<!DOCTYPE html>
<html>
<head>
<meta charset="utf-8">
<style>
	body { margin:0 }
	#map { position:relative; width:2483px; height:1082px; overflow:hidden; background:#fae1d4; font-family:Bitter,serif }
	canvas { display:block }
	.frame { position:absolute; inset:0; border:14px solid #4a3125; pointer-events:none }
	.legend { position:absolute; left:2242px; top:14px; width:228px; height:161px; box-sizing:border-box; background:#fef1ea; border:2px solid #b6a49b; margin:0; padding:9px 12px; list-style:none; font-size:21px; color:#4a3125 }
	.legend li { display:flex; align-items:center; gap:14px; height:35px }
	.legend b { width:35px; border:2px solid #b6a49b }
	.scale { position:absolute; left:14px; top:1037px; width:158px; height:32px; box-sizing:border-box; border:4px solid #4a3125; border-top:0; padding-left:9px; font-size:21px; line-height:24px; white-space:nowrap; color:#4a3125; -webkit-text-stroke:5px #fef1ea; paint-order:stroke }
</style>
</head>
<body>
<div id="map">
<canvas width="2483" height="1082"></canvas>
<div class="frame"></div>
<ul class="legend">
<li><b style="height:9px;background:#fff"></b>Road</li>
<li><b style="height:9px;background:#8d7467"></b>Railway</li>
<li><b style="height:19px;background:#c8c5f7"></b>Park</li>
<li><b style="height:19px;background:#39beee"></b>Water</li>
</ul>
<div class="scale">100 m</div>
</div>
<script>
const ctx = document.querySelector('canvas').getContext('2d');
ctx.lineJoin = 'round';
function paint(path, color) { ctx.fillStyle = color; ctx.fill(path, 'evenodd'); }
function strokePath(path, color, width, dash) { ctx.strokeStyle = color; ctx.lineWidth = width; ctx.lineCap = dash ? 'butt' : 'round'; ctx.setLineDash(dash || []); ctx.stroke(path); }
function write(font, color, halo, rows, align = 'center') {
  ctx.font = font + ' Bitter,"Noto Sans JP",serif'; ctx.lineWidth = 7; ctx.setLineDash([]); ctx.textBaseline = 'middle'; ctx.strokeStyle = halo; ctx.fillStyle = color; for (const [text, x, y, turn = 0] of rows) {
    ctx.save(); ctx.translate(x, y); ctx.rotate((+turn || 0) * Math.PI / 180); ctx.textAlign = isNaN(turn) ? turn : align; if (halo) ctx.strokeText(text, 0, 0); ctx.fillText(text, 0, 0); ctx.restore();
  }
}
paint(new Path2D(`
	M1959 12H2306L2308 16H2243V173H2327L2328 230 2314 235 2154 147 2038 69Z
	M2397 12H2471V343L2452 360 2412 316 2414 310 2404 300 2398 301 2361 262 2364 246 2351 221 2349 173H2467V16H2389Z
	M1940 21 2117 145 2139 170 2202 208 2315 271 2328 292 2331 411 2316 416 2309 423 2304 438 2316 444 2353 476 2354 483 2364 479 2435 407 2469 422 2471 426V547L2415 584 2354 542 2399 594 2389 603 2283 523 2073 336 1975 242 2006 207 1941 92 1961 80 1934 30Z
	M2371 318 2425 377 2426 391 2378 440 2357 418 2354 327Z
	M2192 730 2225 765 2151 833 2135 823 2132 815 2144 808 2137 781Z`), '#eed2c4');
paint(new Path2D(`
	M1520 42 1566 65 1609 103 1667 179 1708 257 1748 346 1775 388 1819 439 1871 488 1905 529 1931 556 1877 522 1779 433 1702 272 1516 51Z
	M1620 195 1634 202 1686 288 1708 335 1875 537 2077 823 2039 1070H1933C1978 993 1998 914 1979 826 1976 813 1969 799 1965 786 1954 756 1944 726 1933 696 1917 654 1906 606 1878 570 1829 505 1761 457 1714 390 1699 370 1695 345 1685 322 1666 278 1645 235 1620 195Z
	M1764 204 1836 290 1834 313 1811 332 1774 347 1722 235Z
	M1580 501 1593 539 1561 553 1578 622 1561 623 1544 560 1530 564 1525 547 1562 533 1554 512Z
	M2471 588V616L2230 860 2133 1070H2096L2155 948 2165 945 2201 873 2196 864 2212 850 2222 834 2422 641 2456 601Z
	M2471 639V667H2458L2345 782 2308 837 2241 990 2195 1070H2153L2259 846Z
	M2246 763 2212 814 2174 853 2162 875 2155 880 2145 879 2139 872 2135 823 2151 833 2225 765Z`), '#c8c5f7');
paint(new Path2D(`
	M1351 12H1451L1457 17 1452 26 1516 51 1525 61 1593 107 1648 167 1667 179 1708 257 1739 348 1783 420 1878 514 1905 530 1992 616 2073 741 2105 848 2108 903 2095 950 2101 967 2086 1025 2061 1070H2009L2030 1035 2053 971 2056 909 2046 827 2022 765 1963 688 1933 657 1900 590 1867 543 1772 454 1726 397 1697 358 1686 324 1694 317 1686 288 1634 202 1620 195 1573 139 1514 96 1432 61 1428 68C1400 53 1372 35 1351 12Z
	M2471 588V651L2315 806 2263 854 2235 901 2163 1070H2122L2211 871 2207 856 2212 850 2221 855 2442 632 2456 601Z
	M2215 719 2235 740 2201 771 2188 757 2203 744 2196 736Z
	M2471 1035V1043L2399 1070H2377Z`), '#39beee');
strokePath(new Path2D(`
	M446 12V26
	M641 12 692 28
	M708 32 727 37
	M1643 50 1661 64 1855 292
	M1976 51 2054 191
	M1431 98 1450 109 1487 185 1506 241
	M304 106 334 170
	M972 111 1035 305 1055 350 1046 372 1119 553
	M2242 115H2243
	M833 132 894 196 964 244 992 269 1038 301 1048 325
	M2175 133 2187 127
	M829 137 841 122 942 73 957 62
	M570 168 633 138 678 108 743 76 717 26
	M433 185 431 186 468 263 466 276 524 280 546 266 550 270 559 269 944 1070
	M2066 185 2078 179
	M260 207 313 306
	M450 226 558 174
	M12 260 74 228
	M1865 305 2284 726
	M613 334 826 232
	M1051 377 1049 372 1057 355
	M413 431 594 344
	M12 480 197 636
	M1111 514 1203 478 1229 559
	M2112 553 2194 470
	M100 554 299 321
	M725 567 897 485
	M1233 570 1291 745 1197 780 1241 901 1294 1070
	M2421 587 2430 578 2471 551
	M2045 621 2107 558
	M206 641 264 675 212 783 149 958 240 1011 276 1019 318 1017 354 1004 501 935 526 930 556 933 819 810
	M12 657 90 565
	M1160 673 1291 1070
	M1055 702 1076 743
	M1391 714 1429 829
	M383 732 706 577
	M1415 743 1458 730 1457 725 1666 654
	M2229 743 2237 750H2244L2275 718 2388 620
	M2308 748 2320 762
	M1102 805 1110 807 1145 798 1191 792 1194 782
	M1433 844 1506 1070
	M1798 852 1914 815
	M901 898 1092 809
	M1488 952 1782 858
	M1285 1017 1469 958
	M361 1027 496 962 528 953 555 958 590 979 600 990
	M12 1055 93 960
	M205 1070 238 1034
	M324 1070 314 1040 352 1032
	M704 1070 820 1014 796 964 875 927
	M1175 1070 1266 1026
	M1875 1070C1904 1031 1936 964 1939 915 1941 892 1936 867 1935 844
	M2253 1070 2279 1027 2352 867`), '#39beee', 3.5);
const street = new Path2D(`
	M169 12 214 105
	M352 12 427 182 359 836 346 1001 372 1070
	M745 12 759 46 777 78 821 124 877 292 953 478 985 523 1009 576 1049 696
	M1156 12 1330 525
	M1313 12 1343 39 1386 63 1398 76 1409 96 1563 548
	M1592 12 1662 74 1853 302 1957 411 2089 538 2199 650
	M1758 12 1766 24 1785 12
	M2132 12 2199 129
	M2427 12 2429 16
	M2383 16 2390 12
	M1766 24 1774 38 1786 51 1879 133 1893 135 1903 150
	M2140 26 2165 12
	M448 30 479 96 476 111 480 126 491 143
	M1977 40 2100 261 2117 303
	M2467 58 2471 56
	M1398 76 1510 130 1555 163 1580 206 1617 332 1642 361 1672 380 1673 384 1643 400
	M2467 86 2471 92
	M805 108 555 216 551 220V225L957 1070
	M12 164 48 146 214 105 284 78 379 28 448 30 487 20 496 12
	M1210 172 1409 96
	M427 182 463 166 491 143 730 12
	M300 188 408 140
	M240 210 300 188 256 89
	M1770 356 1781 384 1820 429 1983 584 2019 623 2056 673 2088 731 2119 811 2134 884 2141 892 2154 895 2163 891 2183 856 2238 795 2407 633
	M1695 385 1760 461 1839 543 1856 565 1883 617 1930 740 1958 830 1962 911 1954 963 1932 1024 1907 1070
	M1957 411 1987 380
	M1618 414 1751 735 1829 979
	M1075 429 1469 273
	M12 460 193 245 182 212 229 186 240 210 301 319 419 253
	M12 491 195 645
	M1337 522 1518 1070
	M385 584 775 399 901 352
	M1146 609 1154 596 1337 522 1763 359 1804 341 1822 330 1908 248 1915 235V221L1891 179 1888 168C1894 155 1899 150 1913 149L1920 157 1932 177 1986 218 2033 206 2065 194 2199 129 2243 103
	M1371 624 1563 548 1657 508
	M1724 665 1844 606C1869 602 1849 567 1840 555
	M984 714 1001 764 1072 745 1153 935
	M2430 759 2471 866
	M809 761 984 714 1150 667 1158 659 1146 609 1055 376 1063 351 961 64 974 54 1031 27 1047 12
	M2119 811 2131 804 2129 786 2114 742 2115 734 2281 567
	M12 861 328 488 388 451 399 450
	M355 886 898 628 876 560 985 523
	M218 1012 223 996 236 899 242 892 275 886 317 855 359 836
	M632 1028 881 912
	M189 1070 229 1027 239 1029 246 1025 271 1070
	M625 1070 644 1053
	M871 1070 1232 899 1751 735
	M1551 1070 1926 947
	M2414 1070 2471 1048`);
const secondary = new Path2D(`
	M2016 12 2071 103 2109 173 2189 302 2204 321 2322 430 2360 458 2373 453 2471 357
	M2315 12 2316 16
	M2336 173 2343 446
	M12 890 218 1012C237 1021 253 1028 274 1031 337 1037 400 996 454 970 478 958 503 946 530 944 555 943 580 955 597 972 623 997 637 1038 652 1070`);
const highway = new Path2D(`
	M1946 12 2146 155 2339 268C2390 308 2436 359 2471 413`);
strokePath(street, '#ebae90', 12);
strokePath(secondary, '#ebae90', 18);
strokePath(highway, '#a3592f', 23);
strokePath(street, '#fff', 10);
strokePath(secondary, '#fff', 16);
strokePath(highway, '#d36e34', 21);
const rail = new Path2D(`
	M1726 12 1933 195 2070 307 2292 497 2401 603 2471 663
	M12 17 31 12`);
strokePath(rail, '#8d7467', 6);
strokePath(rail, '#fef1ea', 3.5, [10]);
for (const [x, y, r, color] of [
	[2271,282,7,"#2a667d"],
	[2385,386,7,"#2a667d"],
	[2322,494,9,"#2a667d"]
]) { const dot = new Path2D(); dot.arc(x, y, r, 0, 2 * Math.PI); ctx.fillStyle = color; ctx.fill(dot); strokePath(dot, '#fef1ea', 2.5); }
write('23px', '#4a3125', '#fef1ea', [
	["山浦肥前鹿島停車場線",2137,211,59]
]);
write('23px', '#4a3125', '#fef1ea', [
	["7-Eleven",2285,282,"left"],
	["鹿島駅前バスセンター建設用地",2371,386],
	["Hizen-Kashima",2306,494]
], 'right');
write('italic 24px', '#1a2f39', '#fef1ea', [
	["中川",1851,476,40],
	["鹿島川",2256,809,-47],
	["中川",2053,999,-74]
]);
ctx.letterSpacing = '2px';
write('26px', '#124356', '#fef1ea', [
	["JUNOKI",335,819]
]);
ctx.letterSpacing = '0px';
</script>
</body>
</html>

# TASK BRIEF:
Using the entries above, return exactly the lines from the line with "M2246 763 2212" to the line with "M383 732 706 577", counting both of those lines.

# WRITTEN ANSWER:
	M2246 763 2212 814 2174 853 2162 875 2155 880 2145 879 2139 872 2135 823 2151 833 2225 765Z`), '#c8c5f7');
paint(new Path2D(`
	M1351 12H1451L1457 17 1452 26 1516 51 1525 61 1593 107 1648 167 1667 179 1708 257 1739 348 1783 420 1878 514 1905 530 1992 616 2073 741 2105 848 2108 903 2095 950 2101 967 2086 1025 2061 1070H2009L2030 1035 2053 971 2056 909 2046 827 2022 765 1963 688 1933 657 1900 590 1867 543 1772 454 1726 397 1697 358 1686 324 1694 317 1686 288 1634 202 1620 195 1573 139 1514 96 1432 61 1428 68C1400 53 1372 35 1351 12Z
	M2471 588V651L2315 806 2263 854 2235 901 2163 1070H2122L2211 871 2207 856 2212 850 2221 855 2442 632 2456 601Z
	M2215 719 2235 740 2201 771 2188 757 2203 744 2196 736Z
	M2471 1035V1043L2399 1070H2377Z`), '#39beee');
strokePath(new Path2D(`
	M446 12V26
	M641 12 692 28
	M708 32 727 37
	M1643 50 1661 64 1855 292
	M1976 51 2054 191
	M1431 98 1450 109 1487 185 1506 241
	M304 106 334 170
	M972 111 1035 305 1055 350 1046 372 1119 553
	M2242 115H2243
	M833 132 894 196 964 244 992 269 1038 301 1048 325
	M2175 133 2187 127
	M829 137 841 122 942 73 957 62
	M570 168 633 138 678 108 743 76 717 26
	M433 185 431 186 468 263 466 276 524 280 546 266 550 270 559 269 944 1070
	M2066 185 2078 179
	M260 207 313 306
	M450 226 558 174
	M12 260 74 228
	M1865 305 2284 726
	M613 334 826 232
	M1051 377 1049 372 1057 355
	M413 431 594 344
	M12 480 197 636
	M1111 514 1203 478 1229 559
	M2112 553 2194 470
	M100 554 299 321
	M725 567 897 485
	M1233 570 1291 745 1197 780 1241 901 1294 1070
	M2421 587 2430 578 2471 551
	M2045 621 2107 558
	M206 641 264 675 212 783 149 958 240 1011 276 1019 318 1017 354 1004 501 935 526 930 556 933 819 810
	M12 657 90 565
	M1160 673 1291 1070
	M1055 702 1076 743
	M1391 714 1429 829
	M383 732 706 577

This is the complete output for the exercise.